Problem to solve: From the top of the records below down to the line containing "Map reading. Parse", reproduce every line exactly.

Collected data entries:
▽

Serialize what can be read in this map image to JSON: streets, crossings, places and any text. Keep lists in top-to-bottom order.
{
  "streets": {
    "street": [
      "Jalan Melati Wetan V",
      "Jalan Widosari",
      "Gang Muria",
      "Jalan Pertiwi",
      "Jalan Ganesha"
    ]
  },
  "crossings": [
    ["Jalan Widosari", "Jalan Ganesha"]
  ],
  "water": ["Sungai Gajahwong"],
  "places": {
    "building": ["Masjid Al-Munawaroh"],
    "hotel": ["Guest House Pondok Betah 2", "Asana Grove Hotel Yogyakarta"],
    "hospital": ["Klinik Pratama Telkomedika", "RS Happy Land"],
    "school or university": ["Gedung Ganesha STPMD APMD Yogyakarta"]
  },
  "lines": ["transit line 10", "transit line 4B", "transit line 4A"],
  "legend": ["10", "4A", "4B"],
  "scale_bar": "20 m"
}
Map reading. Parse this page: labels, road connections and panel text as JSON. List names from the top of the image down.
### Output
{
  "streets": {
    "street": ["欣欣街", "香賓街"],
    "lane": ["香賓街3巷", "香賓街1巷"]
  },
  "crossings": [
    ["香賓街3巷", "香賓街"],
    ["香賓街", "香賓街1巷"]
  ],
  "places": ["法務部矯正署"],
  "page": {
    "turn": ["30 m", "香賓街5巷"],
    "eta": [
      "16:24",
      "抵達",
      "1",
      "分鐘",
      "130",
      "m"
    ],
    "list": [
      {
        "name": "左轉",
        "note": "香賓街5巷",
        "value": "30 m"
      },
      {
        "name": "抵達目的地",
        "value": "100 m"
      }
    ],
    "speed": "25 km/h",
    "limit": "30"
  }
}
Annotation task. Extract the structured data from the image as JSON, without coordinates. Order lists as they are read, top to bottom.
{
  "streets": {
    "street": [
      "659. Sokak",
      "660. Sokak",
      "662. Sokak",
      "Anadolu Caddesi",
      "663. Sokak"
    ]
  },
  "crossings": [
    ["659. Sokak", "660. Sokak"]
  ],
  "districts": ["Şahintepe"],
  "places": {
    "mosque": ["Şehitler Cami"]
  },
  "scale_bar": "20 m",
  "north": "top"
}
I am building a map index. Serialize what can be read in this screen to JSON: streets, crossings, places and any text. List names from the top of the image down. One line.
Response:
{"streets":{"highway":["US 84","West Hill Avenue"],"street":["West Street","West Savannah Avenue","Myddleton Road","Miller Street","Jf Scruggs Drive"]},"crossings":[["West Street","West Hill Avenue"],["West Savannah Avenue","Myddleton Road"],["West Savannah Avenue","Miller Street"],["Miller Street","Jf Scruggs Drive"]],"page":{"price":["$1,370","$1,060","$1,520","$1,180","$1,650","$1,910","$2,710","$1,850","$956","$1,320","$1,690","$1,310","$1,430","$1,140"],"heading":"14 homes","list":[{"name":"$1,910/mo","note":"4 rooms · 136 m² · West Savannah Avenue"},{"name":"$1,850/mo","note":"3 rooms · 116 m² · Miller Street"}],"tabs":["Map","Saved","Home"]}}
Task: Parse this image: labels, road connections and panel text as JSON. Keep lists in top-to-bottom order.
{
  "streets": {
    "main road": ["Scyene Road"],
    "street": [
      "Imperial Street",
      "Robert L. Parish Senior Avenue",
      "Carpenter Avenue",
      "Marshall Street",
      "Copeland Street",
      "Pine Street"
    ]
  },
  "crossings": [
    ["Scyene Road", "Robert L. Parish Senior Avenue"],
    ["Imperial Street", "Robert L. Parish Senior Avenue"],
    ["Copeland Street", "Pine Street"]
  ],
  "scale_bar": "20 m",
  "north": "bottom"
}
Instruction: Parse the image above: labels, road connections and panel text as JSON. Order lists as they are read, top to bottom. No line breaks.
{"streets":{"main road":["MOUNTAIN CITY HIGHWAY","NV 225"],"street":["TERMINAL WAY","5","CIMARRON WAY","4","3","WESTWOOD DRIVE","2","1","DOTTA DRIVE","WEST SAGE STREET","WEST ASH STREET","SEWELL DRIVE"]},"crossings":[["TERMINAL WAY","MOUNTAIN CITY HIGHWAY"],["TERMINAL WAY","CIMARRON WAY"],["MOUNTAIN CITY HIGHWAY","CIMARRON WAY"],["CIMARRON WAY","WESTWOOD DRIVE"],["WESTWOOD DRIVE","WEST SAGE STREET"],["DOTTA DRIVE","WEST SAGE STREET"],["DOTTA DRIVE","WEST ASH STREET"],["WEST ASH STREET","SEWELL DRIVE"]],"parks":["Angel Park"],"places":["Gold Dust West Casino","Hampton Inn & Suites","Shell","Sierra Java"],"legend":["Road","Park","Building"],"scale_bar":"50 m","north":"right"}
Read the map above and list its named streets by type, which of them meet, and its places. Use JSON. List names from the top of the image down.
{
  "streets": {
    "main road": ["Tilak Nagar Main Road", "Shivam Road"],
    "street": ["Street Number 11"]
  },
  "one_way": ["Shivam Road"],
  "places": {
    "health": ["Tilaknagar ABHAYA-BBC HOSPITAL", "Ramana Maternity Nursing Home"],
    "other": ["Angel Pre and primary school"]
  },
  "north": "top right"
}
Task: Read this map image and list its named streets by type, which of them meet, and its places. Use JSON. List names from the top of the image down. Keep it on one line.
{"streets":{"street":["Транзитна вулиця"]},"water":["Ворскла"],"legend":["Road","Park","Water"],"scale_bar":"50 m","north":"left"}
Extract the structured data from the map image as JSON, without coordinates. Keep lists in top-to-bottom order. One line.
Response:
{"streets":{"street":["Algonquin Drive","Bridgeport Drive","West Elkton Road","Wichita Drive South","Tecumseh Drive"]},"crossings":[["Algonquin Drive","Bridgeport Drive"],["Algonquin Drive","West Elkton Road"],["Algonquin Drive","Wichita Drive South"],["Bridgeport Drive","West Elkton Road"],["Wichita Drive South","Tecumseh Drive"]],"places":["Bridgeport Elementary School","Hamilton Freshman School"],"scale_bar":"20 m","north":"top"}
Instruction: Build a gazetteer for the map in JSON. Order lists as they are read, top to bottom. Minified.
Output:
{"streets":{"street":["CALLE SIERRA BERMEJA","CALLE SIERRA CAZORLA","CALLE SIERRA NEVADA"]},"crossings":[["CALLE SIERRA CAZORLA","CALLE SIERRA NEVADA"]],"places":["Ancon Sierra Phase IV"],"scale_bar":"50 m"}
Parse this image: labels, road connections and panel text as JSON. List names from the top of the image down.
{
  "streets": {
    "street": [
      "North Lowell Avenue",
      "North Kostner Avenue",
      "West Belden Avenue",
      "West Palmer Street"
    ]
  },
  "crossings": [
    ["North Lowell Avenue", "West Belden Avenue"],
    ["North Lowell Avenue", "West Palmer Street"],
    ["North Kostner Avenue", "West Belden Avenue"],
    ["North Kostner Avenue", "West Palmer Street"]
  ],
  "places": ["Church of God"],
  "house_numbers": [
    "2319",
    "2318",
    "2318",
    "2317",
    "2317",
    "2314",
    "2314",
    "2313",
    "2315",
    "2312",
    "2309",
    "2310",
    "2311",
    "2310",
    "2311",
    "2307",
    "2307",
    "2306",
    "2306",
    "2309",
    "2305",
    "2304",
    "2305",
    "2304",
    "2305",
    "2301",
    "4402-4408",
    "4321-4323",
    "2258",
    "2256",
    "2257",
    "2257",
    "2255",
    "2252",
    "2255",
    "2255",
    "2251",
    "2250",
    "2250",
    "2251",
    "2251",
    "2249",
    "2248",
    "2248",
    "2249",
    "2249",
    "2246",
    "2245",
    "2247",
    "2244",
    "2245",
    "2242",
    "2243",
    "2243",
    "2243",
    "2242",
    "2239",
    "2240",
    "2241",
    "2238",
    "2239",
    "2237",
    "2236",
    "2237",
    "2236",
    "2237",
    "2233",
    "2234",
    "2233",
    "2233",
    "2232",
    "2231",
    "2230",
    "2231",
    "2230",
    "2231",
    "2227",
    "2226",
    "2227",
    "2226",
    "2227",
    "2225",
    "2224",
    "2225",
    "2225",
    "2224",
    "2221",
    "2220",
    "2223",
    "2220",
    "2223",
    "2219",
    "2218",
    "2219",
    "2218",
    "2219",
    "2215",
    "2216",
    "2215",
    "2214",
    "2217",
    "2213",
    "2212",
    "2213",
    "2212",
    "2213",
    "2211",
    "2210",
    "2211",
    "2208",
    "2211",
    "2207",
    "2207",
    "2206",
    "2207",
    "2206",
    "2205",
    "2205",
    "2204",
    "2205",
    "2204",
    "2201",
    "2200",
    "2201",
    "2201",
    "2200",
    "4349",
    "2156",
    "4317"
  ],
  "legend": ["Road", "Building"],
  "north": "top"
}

△

Written response:
Serialize what can be read in this map image to JSON: streets, crossings, places and any text. Keep lists in top-to-bottom order.
{
  "streets": {
    "street": [
      "Jalan Melati Wetan V",
      "Jalan Widosari",
      "Gang Muria",
      "Jalan Pertiwi",
      "Jalan Ganesha"
    ]
  },
  "crossings": [
    ["Jalan Widosari", "Jalan Ganesha"]
  ],
  "water": ["Sungai Gajahwong"],
  "places": {
    "building": ["Masjid Al-Munawaroh"],
    "hotel": ["Guest House Pondok Betah 2", "Asana Grove Hotel Yogyakarta"],
    "hospital": ["Klinik Pratama Telkomedika", "RS Happy Land"],
    "school or university": ["Gedung Ganesha STPMD APMD Yogyakarta"]
  },
  "lines": ["transit line 10", "transit line 4B", "transit line 4A"],
  "legend": ["10", "4A", "4B"],
  "scale_bar": "20 m"
}
Map reading. Parse this page: labels, road connections and panel text as JSON. List names from the top of the image down.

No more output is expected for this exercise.